## ASSIGNED TASK
All that is needed is every record, duplicated exactly.

## RECORDS FOR THE EXERCISE
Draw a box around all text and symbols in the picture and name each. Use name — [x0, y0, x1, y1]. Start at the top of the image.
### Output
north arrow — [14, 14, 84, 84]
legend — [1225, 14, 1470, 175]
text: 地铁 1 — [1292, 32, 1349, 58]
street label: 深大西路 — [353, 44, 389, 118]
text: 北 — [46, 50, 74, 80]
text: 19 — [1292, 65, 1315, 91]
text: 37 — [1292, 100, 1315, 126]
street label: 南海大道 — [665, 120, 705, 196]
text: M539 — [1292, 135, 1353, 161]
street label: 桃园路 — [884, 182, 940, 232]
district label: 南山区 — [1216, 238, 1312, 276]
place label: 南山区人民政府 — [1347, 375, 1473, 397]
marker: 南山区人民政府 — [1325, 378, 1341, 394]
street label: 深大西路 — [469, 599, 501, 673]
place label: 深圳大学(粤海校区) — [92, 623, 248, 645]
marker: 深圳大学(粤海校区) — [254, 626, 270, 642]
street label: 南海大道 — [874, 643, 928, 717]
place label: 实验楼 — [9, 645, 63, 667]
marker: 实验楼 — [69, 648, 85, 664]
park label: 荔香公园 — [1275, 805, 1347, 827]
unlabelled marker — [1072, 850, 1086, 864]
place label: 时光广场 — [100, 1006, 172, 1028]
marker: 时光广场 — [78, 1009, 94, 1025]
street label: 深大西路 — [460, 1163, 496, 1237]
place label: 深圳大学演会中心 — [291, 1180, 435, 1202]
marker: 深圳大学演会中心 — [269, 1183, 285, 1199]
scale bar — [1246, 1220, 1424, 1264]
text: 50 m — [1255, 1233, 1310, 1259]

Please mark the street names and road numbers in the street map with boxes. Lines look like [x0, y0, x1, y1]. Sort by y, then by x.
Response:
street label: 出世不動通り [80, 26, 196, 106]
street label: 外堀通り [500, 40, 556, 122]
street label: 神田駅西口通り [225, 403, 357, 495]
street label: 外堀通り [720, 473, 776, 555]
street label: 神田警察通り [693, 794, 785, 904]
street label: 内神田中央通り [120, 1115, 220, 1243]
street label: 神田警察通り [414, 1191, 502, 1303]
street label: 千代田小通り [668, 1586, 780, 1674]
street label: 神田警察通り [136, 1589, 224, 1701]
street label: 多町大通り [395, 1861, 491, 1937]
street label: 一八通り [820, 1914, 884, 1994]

## SOLUTION TO THE PROBLEM
Draw a box around all text and symbols in the picture and name each. Use name — [x0, y0, x1, y1]. Start at the top of the image.
### Output
north arrow — [14, 14, 84, 84]
legend — [1225, 14, 1470, 175]
text: 地铁 1 — [1292, 32, 1349, 58]
street label: 深大西路 — [353, 44, 389, 118]
text: 北 — [46, 50, 74, 80]
text: 19 — [1292, 65, 1315, 91]
text: 37 — [1292, 100, 1315, 126]
street label: 南海大道 — [665, 120, 705, 196]
text: M539 — [1292, 135, 1353, 161]
street label: 桃园路 — [884, 182, 940, 232]
district label: 南山区 — [1216, 238, 1312, 276]
place label: 南山区人民政府 — [1347, 375, 1473, 397]
marker: 南山区人民政府 — [1325, 378, 1341, 394]
street label: 深大西路 — [469, 599, 501, 673]
place label: 深圳大学(粤海校区) — [92, 623, 248, 645]
marker: 深圳大学(粤海校区) — [254, 626, 270, 642]
street label: 南海大道 — [874, 643, 928, 717]
place label: 实验楼 — [9, 645, 63, 667]
marker: 实验楼 — [69, 648, 85, 664]
park label: 荔香公园 — [1275, 805, 1347, 827]
unlabelled marker — [1072, 850, 1086, 864]
place label: 时光广场 — [100, 1006, 172, 1028]
marker: 时光广场 — [78, 1009, 94, 1025]
street label: 深大西路 — [460, 1163, 496, 1237]
place label: 深圳大学演会中心 — [291, 1180, 435, 1202]
marker: 深圳大学演会中心 — [269, 1183, 285, 1199]
scale bar — [1246, 1220, 1424, 1264]
text: 50 m — [1255, 1233, 1310, 1259]

Please mark the street names and road numbers in the street map with boxes. Lines look like [x0, y0, x1, y1]. Sort by y, then by x.
Response:
street label: 出世不動通り [80, 26, 196, 106]
street label: 外堀通り [500, 40, 556, 122]
street label: 神田駅西口通り [225, 403, 357, 495]
street label: 外堀通り [720, 473, 776, 555]
street label: 神田警察通り [693, 794, 785, 904]
street label: 内神田中央通り [120, 1115, 220, 1243]
street label: 神田警察通り [414, 1191, 502, 1303]
street label: 千代田小通り [668, 1586, 780, 1674]
street label: 神田警察通り [136, 1589, 224, 1701]
street label: 多町大通り [395, 1861, 491, 1937]
street label: 一八通り [820, 1914, 884, 1994]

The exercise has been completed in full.